オペレーションの正確性や迅速性確保のために取り組んでいる内容です。

モデルの学習、評価、推論の後処理という一連の機械学習のパイプラインを GCPのComposerを利用して自動化しています。

データ観点の事例紹介のところでもお話しましたが、間にMLエンジニアのデータ分布確認作業も入っており、完全に自動化しているわけではありません。確認作業でミスを起こしてしまったり、時間がかかったりしないよう極力自動化するようにして、最小限の作業で正確かつ迅速にオペレーションをこなしていけるよう取り組んでいます。

確認作業に必要なデータの準備処理の自動化や、確認作業のメンバーへの通知、その後の処理の軌道など、かなりオペレーションを細かく分解分析して自動化できるところを探しています。

内容に関してはブログにも記載しています。興味のある方はご覧ください。
https://engineering.mercari.com/blog/entry/20220428-06da50715c/

以上が、機械学習システムとして取り組んでいる内容になります。とはいえ、このシステム以外の観点で品質維持向上に役立っていると思われる考え方や実践例もあります。最後にそちらも紹介します。

Others

ここでは、主に二つの観点でお話しします。一つはプロダクトの視点についてでシステム以外のプロダクトを取り巻く環境の話、もう一つは品質の継続性についてで今のMLシステムは一定品質を確保できるとして、それをどうやって継続していくのかという観点になります。

一つ目は、プロダクトの視線です。機械学習チームのメンバーだけでなくビジネス部門を含めた与信事業に関わるメンバー全員で、さまざまな観点から各指標・施策をチェックしています。

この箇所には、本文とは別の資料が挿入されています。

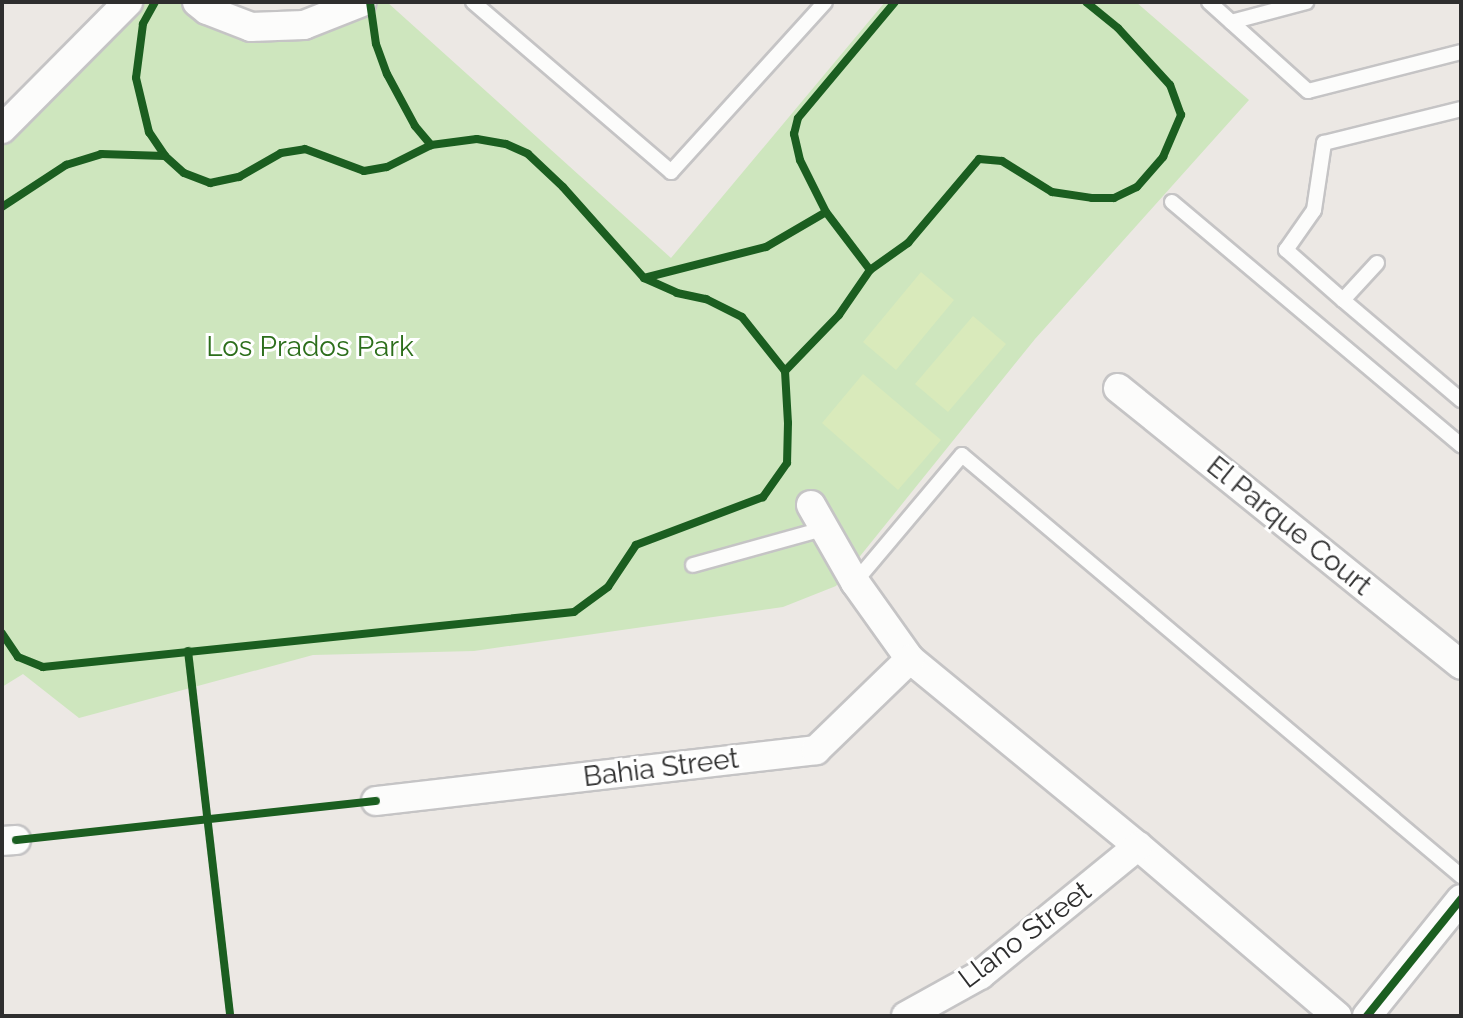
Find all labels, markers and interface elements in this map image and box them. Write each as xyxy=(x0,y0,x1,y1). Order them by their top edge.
park label: Los Prados Park xyxy=(206,330,414,364)
street label: El Parque Court xyxy=(1200,449,1378,603)
street label: Bahia Street xyxy=(581,742,741,794)
street label: Llano Street xyxy=(952,874,1098,996)

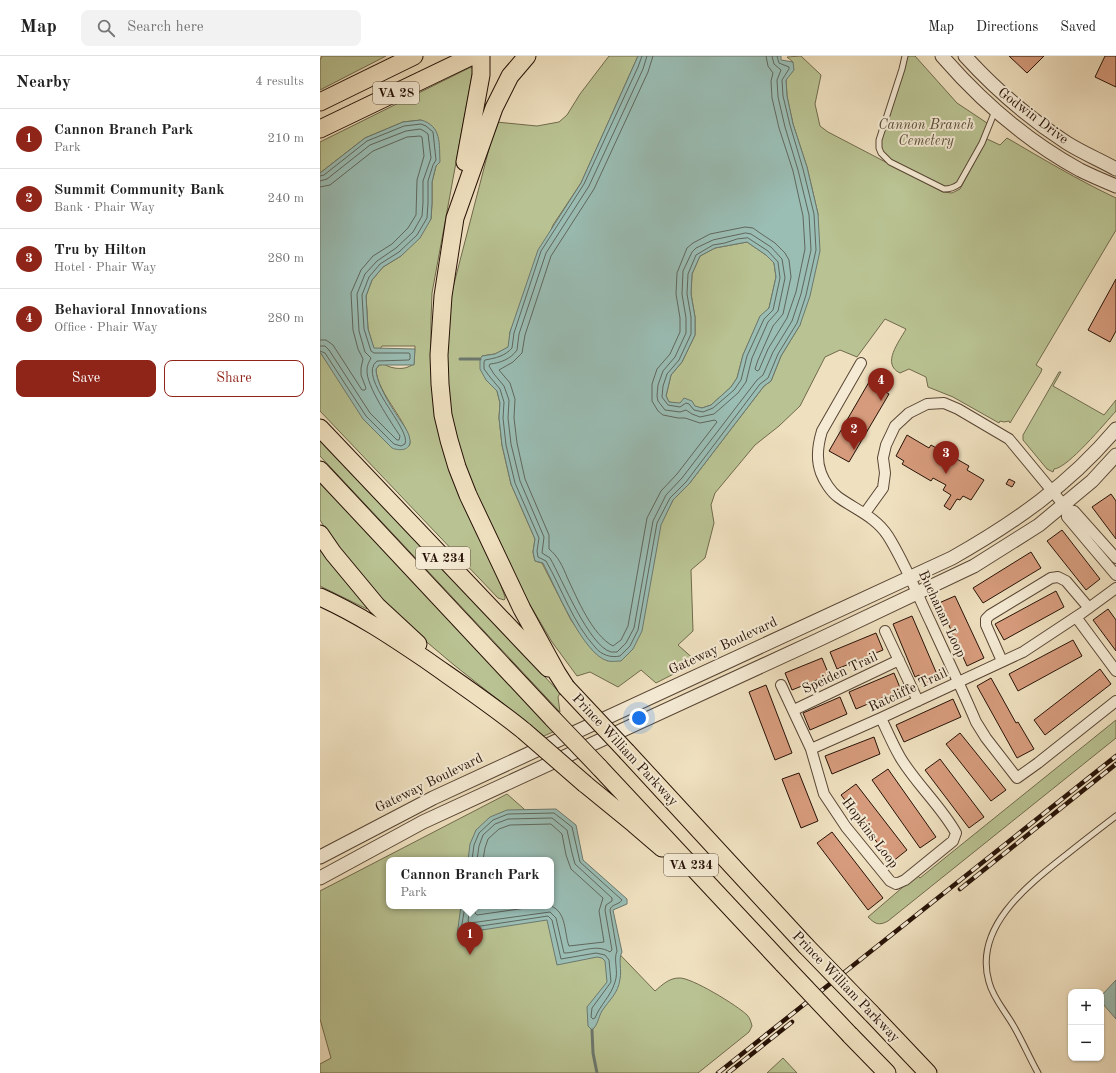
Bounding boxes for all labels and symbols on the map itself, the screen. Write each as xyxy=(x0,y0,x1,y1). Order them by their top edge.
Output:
road number: VA 28 xyxy=(373,82,419,104)
street label: Godwin Drive xyxy=(995,85,1071,147)
park label: Cannon Branch Cemetery xyxy=(878,118,974,149)
pin: 4 xyxy=(868,368,894,401)
pin: 2 xyxy=(841,417,867,450)
pin: 3 xyxy=(933,441,959,474)
road number: VA 234 xyxy=(416,547,470,569)
street label: Buchanan Loop xyxy=(916,568,968,660)
street label: Gateway Boulevard xyxy=(667,615,779,677)
street label: Speiden Trail xyxy=(800,649,880,697)
street label: Ratcliffe Trail xyxy=(866,666,950,714)
street label: Prince William Parkway xyxy=(569,691,681,809)
your location xyxy=(629,708,649,728)
street label: Gateway Boulevard xyxy=(373,751,485,815)
street label: Hopkins Loop xyxy=(839,795,901,871)
road number: VA 234 xyxy=(664,854,718,876)
pin: 1 xyxy=(457,922,483,955)
street label: Prince William Parkway xyxy=(790,929,903,1045)

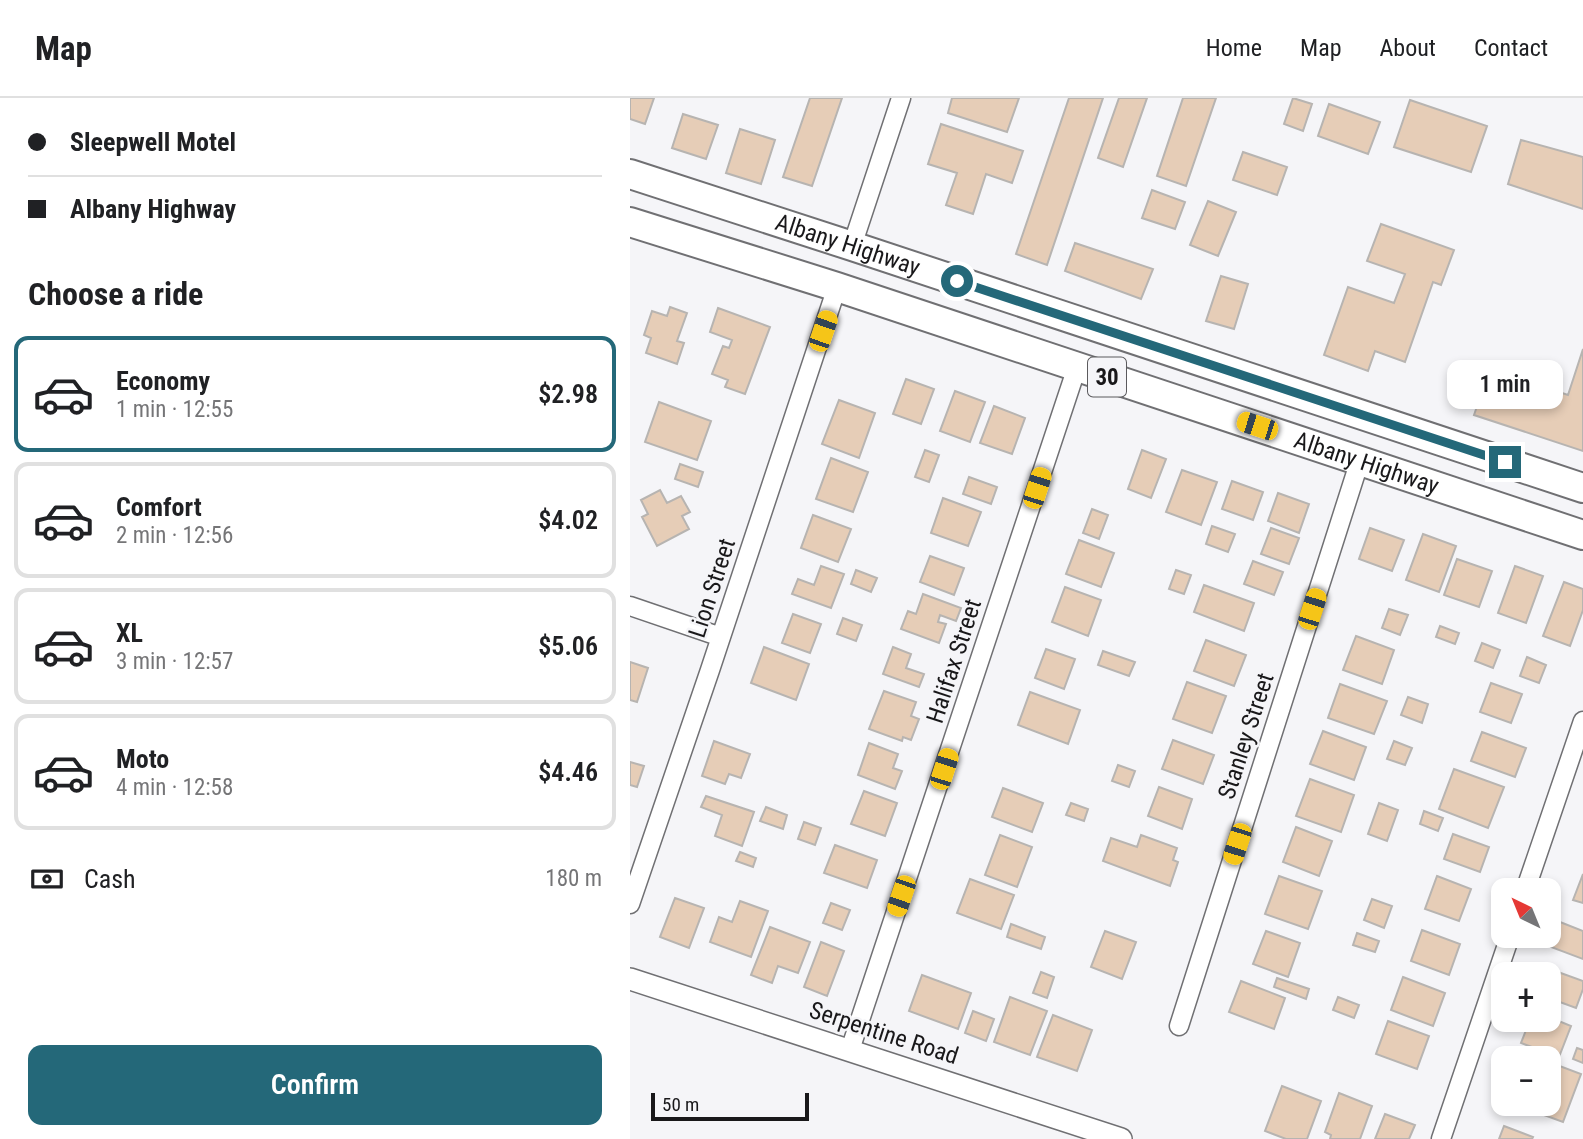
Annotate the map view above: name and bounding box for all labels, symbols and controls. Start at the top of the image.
text: Map [35,29,92,68]
text: Home [1206,34,1262,62]
text: Map [1300,34,1342,62]
text: About [1380,34,1436,62]
text: Contact [1474,34,1548,62]
text: Sleepwell Motel [70,127,236,157]
text: Albany Highway [70,194,236,224]
street label: Albany Highway [772,208,924,282]
route start [941,265,973,297]
text: Choose a ride [28,275,203,313]
car [807,308,840,354]
road number: 30 [1088,358,1126,396]
callout: 1 min [1447,360,1563,410]
icon: car [32,363,95,426]
text: Economy [116,366,210,396]
text: 1 min [1480,371,1530,398]
text: $2.98 [538,379,598,409]
text: 1 min · 12:55 [116,396,233,423]
car [1234,410,1281,442]
street label: Albany Highway [1291,426,1442,500]
route end [1489,446,1521,478]
car [1021,465,1054,511]
icon: car [32,489,95,552]
text: Comfort [116,492,202,522]
text: $4.02 [538,505,598,535]
text: 2 min · 12:56 [116,522,233,549]
street label: Lion Street [683,535,741,641]
car [1296,586,1329,632]
street label: Halifax Street [921,595,987,727]
icon: car [32,615,95,678]
text: XL [116,618,143,648]
text: $5.06 [538,631,598,661]
text: 3 min · 12:57 [116,648,233,675]
street label: Stanley Street [1212,669,1280,803]
icon: car [32,741,95,804]
text: Moto [116,744,169,774]
car [928,746,961,792]
text: $4.46 [538,757,598,787]
text: 4 min · 12:58 [116,774,233,801]
car [1221,821,1254,867]
icon: cash [28,860,66,898]
text: Cash [84,864,136,894]
text: 180 m [545,865,602,892]
car [885,873,918,919]
north arrow [1491,878,1561,948]
map controls [1491,878,1561,1116]
button: + [1491,962,1561,1032]
street label: Serpentine Road [806,996,962,1070]
button: Confirm [28,1045,602,1125]
button: − [1491,1046,1561,1116]
scale bar [651,1090,808,1122]
text: 50 m [662,1093,699,1116]

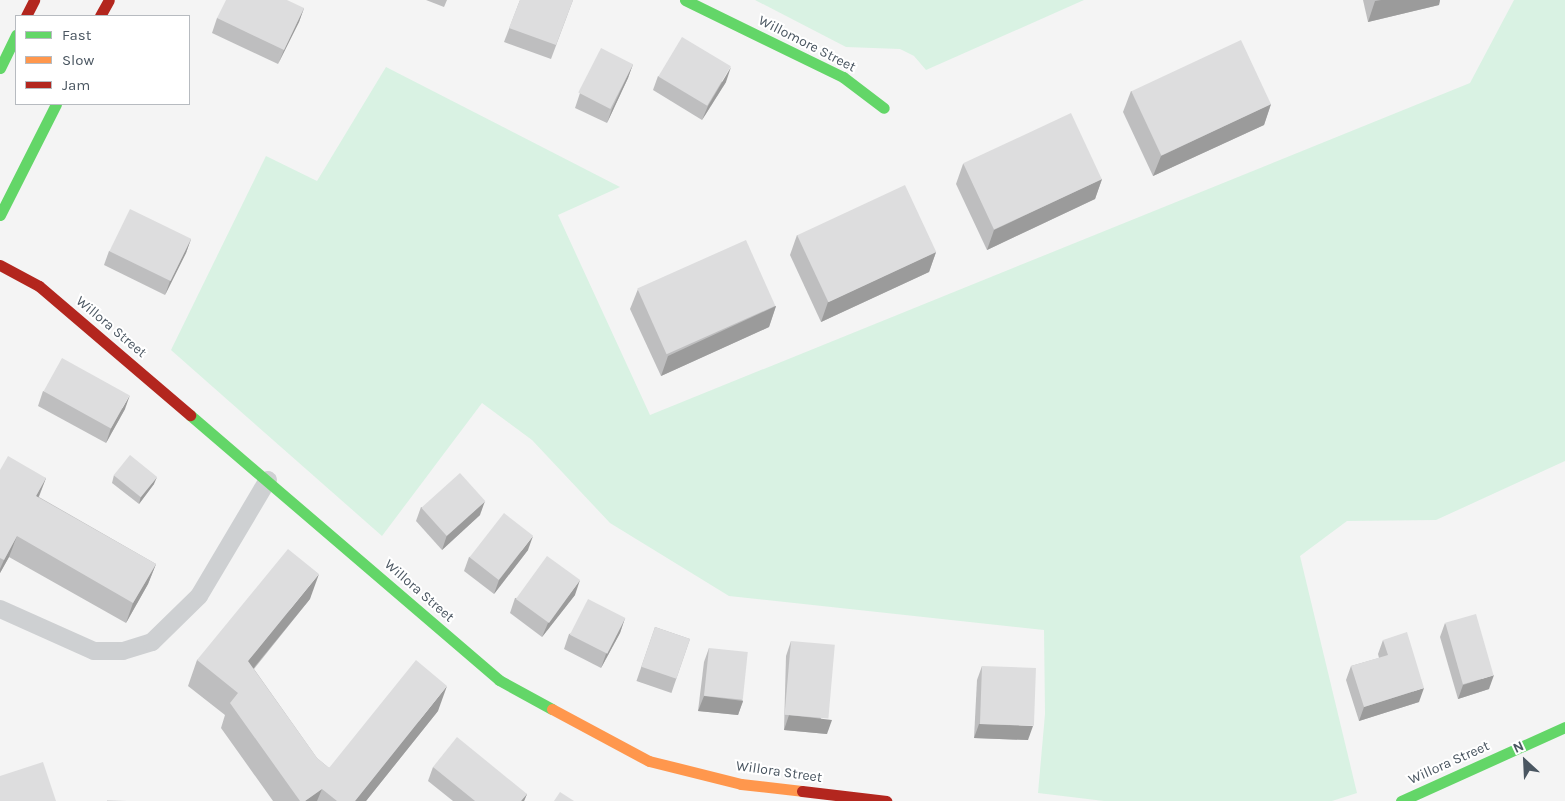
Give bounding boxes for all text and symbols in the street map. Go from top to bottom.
street label: Willomore Street [756,12,858,76]
legend [15,15,190,105]
text: Fast [62,26,91,44]
text: Slow [62,51,94,69]
text: Jam [62,76,90,94]
street label: Willora Street [72,293,150,361]
street label: Willora Street [381,556,457,626]
north arrow [1500,736,1550,786]
text: N [1510,737,1527,757]
street label: Willora Street [1406,738,1492,788]
street label: Willora Street [735,758,823,786]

機械学習チームだけでは機械学習のメトリクスにフォーカスが当たりやすいのですが、事業全体で考えることで、UXや収益性の観点からも議論し、最終的なアウトプットのチェックをすることができます。

実際にその特徴量を使うべきかという議論に関して、公平なサービスが提供できているかという観点で、Privacy officeでも利用していいかをチェックしています。機械学習エンジニアチームが一次判断をした後、Privacy officeでこれを使っていいかを議論をすることで、公平性の確保に努めています。

二つ目はカルチャーです。品質の継続性において、組織のカルチャーは非常に重要だと思います。今のプロジェクトを上手く終えるだけでなく、継続的に品質改善していくチームカルチャーを作ることに努めています。新メンバーが改善・提案をしやすい、また改善に着手しやすいチームであることが大切です。

カルチャー醸成のための一つ目の取り組みは、ドキュメンテーションの徹底です。ドキュメンテーションの意義は、過去の意思決定の根拠をたどり、将来の施策や改善に繋げることです。たとえばニューメンバーが入ってきたときに「なぜこの実装なのか」「当時どうしてそのような意思決定をしたのか」を辿れるようにするのが、品質の継続性という観点で重要です。

二つ目は、与信年表です。これもドキュメンテーションの一つではあります。ですが、機械学習モデルの変更履歴だけではなく、与信事業としてある時点でどういう与信をしていたのかを年表でまとめることで、当時のデータがどういう環境で生成されたのかが事業全体として共有できるというつもりで作っています。

三つ目は、Trust & Opennessなカルチャーです。このカルチャーが根付いていると強く感じまして、それによって違和感を覚えたときに声を上げやすい、そして改善提案をチーム内・事業内でしやすい環境が育まれています。この環境が、品質の継続的な改善にも役立っています。

最後に

私たちMLチームは、機械学習システムの品質がお客さまや社会に対してかなり直接的に影響を及ぼします。非常に挑戦のしがいと緊張感のある空間です。

いろいろな意味での品質が求められますので、組織力だけでも技術力だけでも、求められる品質には及びません。その双方に着目して自己成長しながら、総動員で品質向上に取り組んでいます。

ビジネス側とエンジニアが全体で与信事業の品質向上に取り組んでおり、最後にお話ししたカルチャーの醸成も、基礎品質の一つとして我々の機械学習モデル、ひいては与信のプロダクトサービスの品質を形づくっていると思います。

ご清聴いただきありがとうございました。